Exercise instructions. Filter the material below so that only lines containing "radius" remain.

-- Opening Marker --

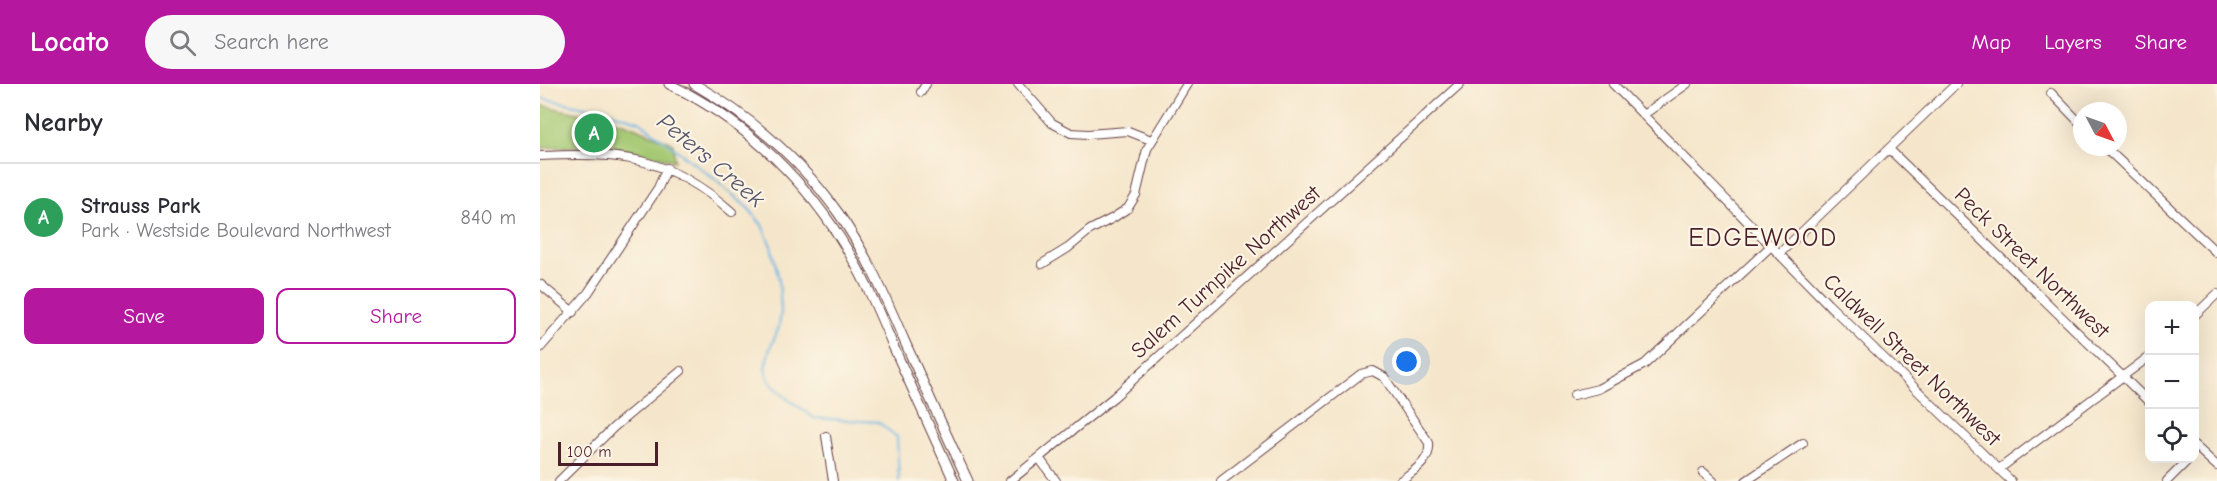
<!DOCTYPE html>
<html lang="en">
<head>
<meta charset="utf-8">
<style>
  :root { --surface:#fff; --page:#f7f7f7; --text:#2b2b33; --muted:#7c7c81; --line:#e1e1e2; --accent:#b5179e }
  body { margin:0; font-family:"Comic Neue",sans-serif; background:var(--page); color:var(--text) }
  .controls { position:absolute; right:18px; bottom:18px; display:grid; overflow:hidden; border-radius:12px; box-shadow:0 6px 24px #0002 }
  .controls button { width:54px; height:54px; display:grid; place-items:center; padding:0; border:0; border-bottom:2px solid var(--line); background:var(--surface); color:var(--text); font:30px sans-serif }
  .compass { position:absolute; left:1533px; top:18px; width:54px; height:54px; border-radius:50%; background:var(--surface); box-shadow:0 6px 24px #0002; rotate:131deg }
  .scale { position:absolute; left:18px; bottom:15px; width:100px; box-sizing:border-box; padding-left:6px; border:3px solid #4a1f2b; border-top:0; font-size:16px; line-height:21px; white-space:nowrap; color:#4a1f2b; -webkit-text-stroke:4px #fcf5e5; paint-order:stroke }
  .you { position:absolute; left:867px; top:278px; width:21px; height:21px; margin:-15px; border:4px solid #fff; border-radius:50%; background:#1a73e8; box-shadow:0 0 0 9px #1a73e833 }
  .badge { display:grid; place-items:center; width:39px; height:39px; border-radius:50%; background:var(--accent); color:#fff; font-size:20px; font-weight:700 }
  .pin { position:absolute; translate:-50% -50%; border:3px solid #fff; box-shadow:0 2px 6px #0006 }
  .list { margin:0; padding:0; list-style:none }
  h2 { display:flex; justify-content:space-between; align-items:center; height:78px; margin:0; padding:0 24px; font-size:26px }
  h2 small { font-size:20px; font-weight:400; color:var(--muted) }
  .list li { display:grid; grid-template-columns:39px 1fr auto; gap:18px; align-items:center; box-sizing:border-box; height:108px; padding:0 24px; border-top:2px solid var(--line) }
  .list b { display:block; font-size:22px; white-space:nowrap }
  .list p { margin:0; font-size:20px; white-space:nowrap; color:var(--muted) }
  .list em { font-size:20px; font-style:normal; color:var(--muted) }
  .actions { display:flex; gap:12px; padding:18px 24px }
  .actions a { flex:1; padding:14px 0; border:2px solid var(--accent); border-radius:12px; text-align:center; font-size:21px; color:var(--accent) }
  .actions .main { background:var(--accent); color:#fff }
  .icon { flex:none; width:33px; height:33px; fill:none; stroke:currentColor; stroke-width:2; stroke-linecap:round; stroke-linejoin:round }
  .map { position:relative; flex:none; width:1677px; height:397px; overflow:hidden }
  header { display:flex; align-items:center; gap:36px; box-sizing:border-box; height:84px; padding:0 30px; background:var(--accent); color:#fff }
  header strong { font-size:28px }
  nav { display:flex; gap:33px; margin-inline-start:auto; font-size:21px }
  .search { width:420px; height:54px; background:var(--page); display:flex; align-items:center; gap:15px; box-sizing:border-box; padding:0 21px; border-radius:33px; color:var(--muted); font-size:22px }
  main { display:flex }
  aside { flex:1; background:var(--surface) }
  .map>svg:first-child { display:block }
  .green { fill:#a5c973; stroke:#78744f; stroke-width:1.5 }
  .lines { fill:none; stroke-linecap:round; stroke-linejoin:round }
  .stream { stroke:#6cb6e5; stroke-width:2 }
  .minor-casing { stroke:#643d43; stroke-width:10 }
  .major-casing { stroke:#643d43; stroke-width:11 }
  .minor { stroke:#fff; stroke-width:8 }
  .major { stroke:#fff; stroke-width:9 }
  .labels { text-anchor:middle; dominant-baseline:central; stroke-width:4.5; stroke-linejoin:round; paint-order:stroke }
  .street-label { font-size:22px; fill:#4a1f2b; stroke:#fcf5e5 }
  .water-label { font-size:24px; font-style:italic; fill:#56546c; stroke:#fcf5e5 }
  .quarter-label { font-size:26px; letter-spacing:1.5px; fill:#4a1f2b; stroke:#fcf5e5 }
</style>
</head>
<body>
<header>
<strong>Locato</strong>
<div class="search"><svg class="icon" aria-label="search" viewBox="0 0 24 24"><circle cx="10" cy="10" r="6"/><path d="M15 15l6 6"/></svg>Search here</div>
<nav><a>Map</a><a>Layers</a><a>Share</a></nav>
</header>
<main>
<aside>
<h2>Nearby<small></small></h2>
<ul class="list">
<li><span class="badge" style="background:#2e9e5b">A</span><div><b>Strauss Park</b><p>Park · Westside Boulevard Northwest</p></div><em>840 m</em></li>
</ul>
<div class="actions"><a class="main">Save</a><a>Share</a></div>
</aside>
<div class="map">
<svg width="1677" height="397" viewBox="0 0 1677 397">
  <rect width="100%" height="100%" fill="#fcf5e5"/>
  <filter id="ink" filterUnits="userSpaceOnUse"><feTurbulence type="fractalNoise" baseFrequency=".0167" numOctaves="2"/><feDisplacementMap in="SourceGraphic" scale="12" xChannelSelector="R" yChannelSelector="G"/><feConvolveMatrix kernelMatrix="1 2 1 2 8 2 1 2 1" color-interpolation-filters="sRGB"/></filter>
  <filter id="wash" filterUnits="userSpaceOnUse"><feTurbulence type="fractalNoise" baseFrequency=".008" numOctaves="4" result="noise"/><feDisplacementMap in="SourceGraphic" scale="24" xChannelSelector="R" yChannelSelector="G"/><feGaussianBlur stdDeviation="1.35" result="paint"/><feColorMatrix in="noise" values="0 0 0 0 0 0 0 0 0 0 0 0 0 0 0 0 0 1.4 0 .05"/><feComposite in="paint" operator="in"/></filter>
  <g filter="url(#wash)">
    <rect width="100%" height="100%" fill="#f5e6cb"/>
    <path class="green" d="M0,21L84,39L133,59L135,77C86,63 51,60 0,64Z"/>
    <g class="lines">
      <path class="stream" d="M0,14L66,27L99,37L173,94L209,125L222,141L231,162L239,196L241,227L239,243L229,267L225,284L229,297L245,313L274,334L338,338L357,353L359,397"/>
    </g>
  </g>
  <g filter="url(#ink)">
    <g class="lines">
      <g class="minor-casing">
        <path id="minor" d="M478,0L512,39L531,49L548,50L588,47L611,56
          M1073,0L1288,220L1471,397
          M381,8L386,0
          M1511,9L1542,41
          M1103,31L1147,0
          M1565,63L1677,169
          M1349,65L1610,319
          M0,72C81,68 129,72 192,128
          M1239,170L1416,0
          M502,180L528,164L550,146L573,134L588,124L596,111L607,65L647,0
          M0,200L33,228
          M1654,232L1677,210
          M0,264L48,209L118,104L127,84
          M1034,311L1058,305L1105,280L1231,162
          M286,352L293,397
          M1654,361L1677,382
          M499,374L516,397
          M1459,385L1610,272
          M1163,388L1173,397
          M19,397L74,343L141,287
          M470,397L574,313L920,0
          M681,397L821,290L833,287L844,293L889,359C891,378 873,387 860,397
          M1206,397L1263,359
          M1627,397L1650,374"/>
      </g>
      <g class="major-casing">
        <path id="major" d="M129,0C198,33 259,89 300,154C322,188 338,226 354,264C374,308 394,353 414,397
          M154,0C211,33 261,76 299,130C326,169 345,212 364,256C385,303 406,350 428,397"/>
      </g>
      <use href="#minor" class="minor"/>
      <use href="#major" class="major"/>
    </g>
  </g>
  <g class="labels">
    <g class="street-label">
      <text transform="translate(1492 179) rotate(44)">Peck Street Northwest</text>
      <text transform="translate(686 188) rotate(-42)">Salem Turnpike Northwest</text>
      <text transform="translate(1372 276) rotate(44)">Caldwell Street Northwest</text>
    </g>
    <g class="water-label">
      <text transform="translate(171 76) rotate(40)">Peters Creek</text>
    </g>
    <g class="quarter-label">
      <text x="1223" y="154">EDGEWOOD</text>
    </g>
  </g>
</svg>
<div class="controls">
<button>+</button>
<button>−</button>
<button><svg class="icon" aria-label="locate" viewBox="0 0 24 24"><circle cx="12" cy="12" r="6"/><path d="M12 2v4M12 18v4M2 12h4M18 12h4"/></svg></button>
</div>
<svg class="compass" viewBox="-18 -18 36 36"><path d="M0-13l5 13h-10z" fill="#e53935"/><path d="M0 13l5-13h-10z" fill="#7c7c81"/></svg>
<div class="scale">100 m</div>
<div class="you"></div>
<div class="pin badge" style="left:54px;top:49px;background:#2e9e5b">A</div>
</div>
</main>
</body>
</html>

-- Closing Marker --

Solution to this problem.
  .controls { position:absolute; right:18px; bottom:18px; display:grid; overflow:hidden; border-radius:12px; box-shadow:0 6px 24px #0002 }
  .compass { position:absolute; left:1533px; top:18px; width:54px; height:54px; border-radius:50%; background:var(--surface); box-shadow:0 6px 24px #0002; rotate:131deg }
  .you { position:absolute; left:867px; top:278px; width:21px; height:21px; margin:-15px; border:4px solid #fff; border-radius:50%; background:#1a73e8; box-shadow:0 0 0 9px #1a73e833 }
  .badge { display:grid; place-items:center; width:39px; height:39px; border-radius:50%; background:var(--accent); color:#fff; font-size:20px; font-weight:700 }
  .actions a { flex:1; padding:14px 0; border:2px solid var(--accent); border-radius:12px; text-align:center; font-size:21px; color:var(--accent) }
  .search { width:420px; height:54px; background:var(--page); display:flex; align-items:center; gap:15px; box-sizing:border-box; padding:0 21px; border-radius:33px; color:var(--muted); font-size:22px }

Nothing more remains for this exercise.